▶ [EXERCISE GOAL]:
Take every line from the entries below that includes the word "yChannelSelector" and copy it.

::::::::

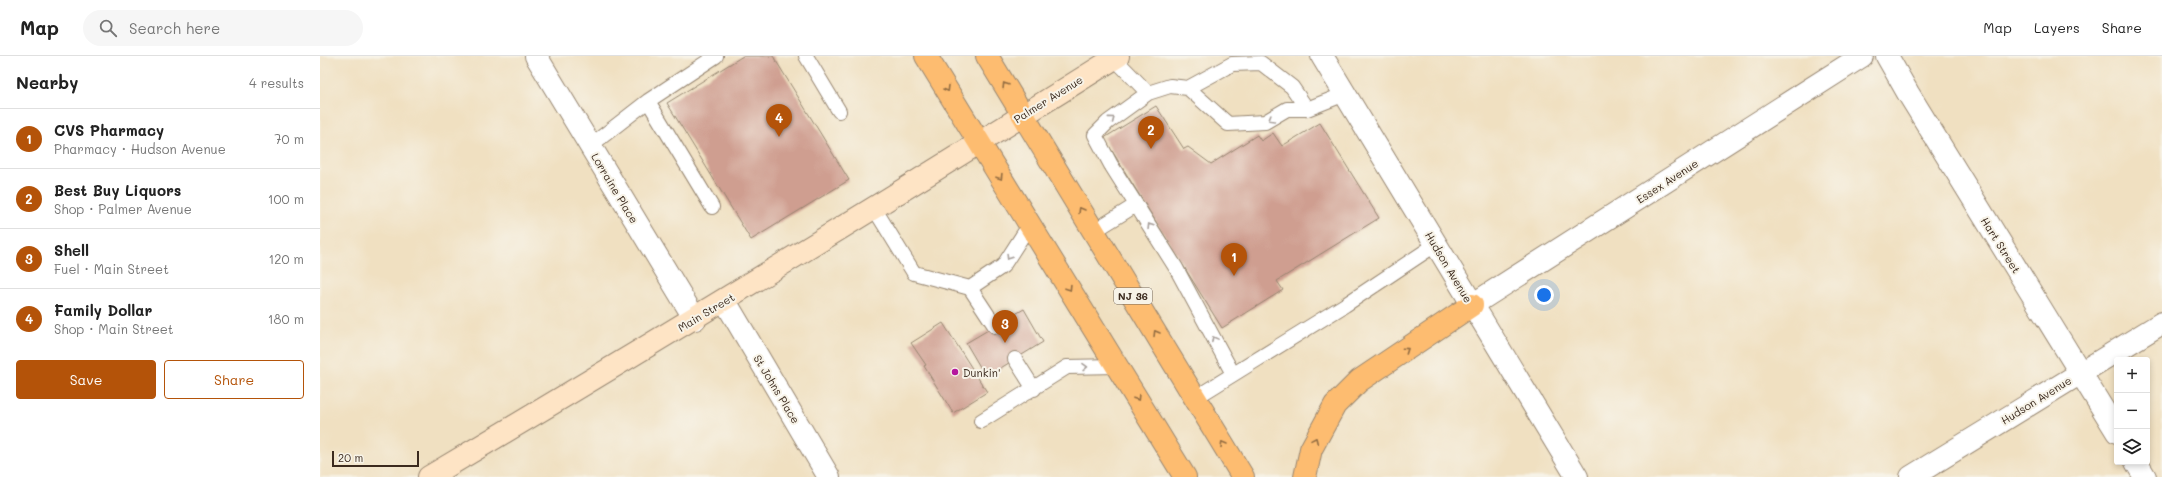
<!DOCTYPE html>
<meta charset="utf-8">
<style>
:root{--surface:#fff;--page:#f6f6f6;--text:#222;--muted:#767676;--line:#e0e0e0;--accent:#b45309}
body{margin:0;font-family:Mali,sans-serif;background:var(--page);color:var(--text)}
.controls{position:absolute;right:12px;bottom:12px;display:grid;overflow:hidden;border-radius:4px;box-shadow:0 2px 6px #0003}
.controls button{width:36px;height:36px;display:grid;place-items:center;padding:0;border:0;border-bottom:1px solid var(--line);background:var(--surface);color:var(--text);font:20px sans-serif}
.scale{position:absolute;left:12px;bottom:10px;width:87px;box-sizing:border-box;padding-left:4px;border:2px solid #3b2a1e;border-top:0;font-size:11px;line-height:14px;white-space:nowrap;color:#3b2a1e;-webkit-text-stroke:3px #f7f3e8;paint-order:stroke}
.you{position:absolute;left:1224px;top:239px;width:14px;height:14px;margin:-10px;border:3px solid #fff;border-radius:50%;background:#1a73e8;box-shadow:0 0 0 6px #1a73e833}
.badge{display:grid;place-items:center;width:26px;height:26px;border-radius:50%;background:var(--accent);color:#fff;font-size:13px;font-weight:700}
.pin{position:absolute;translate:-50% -33px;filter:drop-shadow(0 1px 2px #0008)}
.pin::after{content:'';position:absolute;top:21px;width:14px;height:12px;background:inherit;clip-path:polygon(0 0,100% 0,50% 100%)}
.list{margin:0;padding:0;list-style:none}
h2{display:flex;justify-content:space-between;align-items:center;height:52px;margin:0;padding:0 16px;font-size:17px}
h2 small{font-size:13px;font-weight:400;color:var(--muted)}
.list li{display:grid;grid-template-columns:26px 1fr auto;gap:12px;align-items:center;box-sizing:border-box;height:60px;padding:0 16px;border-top:1px solid var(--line)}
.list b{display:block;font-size:15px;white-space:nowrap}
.list p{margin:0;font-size:13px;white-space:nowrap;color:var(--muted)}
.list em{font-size:13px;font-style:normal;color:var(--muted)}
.actions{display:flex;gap:8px;padding:12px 16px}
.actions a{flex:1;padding:9px 0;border:1px solid var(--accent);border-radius:4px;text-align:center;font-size:14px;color:var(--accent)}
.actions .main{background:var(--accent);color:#fff}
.icon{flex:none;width:22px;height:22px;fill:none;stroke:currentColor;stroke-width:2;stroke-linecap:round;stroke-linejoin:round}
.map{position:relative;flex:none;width:1842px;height:421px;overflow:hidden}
header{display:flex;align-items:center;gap:24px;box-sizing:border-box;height:56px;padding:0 20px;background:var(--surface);border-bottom:1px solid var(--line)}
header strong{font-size:19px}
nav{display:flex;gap:22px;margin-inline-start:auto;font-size:14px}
.search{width:280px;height:36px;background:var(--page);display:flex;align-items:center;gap:10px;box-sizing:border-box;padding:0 14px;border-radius:22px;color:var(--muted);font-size:15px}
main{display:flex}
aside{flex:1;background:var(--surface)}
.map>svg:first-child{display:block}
</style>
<header>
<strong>Map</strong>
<div class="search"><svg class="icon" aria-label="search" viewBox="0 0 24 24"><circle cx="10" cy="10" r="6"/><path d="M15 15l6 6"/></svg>Search here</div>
<nav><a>Map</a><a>Layers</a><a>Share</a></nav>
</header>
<main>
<aside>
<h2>Nearby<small>4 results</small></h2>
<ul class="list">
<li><span class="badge">1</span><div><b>CVS Pharmacy</b><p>Pharmacy · Hudson Avenue</p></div><em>70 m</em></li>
<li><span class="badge">2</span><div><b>Best Buy Liquors</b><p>Shop · Palmer Avenue</p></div><em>100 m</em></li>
<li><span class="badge">3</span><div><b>Shell</b><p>Fuel · Main Street</p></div><em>120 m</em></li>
<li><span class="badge">4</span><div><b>Family Dollar</b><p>Shop · Main Street</p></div><em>180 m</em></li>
</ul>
<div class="actions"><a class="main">Save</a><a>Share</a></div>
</aside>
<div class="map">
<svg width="1842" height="421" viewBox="0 0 1842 421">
<rect width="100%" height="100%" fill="#f7f3e8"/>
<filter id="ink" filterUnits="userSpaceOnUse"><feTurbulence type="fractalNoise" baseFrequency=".025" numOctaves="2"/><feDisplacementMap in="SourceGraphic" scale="8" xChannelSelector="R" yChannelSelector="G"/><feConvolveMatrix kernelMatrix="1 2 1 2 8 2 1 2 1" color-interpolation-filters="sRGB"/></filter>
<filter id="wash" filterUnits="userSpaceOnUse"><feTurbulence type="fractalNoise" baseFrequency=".012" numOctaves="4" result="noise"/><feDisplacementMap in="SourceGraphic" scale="16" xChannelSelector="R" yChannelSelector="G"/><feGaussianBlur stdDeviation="0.9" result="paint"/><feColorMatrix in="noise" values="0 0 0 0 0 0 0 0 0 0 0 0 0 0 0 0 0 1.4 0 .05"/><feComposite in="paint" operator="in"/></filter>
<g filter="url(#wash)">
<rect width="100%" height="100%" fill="#f0e0c1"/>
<g id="blocks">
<path fill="#cf9e90" d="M423 0H453L529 124 431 184 347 47Z
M836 50 864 93 868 91 891 108 937 79 941 85 953 77 962 90 1000 67 1059 162 957 225 963 234 902 272 784 82Z
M704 253 723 286 666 321 646 287Z
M623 267 667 336 633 357 604 310 606 309 591 287Z"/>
</g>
</g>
<g filter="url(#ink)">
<use href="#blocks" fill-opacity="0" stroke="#968570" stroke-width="1"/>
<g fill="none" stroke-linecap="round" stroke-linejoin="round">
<defs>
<path id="lane" d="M486 0 519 55
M792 0 828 37
M868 32 908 68 945 66 967 53H987
M328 45 392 151
M270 90 328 45 396 0
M554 152 594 217 650 232 675 270
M774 175 816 149
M650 232 683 210 710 168
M695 303 714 333
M913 318 856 212 791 109 775 79 788 66 828 37 850 30 868 32 912 8 941 7 972 31 987 53 1025 38
M875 342 1025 249 1115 189
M661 365 747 311 797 310"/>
<path id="street" d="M216 0 375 263
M1002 0 1257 421
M1567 0 1588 37 1797 376
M405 245 509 421
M1152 249 1542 0
M1816 406 1825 421
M1591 421 1842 267"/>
<path id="secondary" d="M109 421C340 284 570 143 798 0"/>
<path id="highway" d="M606 0 865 421
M667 0 923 421
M985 421 991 393 1015 349 1039 325 1152 249"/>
</defs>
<use href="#lane" stroke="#968570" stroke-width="16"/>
<use href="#street" stroke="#968570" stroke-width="24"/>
<use href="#secondary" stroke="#968570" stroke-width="24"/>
<use href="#highway" stroke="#968570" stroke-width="24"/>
<use href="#lane" stroke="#fff" stroke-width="14"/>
<use href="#street" stroke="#fff" stroke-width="22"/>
<use href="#secondary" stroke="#fee4c5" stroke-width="22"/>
<use href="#highway" stroke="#fdbc6f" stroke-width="22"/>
</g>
<defs><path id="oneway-chevron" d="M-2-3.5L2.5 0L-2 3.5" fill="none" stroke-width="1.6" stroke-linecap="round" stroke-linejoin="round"/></defs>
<g stroke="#926c42">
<use href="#oneway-chevron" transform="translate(685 29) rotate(-122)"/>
<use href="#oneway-chevron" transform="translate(627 33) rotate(59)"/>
<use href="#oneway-chevron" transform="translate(680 121) rotate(58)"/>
<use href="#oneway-chevron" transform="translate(761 154) rotate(-121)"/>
<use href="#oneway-chevron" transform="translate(749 232) rotate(58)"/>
<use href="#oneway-chevron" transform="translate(836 277) rotate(-121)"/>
<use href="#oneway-chevron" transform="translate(1086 294) rotate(-34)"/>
<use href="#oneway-chevron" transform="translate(817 342) rotate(58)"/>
<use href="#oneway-chevron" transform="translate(995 384) rotate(-66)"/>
<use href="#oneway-chevron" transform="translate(903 388) rotate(-121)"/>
</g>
<g stroke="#a79f9a">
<use href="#oneway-chevron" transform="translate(792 63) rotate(-37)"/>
<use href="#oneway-chevron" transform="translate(951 63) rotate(149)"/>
<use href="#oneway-chevron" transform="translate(830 170) rotate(-122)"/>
<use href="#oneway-chevron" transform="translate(689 201) rotate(122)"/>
<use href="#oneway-chevron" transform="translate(894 283) rotate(-118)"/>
<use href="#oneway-chevron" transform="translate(765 311) rotate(-1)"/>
</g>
</g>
<circle fill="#b5179e" stroke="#f7f3e8" stroke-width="1.5" cx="635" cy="316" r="4"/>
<g text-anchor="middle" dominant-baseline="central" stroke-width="4" stroke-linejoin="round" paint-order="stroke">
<rect fill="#f7f3e8" stroke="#73665b" stroke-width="1" x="794" y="232" width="38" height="16" rx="3"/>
<g font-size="10" font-weight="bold" fill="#3b2a1e">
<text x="813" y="240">NJ 36</text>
</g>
<g font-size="11" fill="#3b2a1e" stroke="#f7f3e8">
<text transform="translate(728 43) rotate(-32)">Palmer Avenue</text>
<text transform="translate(1347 125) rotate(-33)">Essex Avenue</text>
<text transform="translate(295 132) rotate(59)">Lorraine Place</text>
<text transform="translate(1681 189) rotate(58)">Hart Street</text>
<text transform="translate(1129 211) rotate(59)">Hudson Avenue</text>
<text transform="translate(386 256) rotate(-31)">Main Street</text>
<text transform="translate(457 333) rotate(59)">St Johns Place</text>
<text transform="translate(1716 344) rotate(-32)">Hudson Avenue</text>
</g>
<g font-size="11" fill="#3b2a1e" stroke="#f7f3e8" text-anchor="start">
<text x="643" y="316">Dunkin'</text>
</g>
</g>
</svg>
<div class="controls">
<button>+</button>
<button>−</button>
<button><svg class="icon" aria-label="layers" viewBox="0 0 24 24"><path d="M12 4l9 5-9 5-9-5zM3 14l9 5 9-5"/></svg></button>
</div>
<div class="scale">20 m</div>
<div class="you"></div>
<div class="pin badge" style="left:914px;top:220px">1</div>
<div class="pin badge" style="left:831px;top:93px">2</div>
<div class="pin badge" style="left:685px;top:287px">3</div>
<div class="pin badge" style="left:459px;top:81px">4</div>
</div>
</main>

::::::::

▶ [ANSWER SECTION]:
<filter id="ink" filterUnits="userSpaceOnUse"><feTurbulence type="fractalNoise" baseFrequency=".025" numOctaves="2"/><feDisplacementMap in="SourceGraphic" scale="8" xChannelSelector="R" yChannelSelector="G"/><feConvolveMatrix kernelMatrix="1 2 1 2 8 2 1 2 1" color-interpolation-filters="sRGB"/></filter>
<filter id="wash" filterUnits="userSpaceOnUse"><feTurbulence type="fractalNoise" baseFrequency=".012" numOctaves="4" result="noise"/><feDisplacementMap in="SourceGraphic" scale="16" xChannelSelector="R" yChannelSelector="G"/><feGaussianBlur stdDeviation="0.9" result="paint"/><feColorMatrix in="noise" values="0 0 0 0 0 0 0 0 0 0 0 0 0 0 0 0 0 1.4 0 .05"/><feComposite in="paint" operator="in"/></filter>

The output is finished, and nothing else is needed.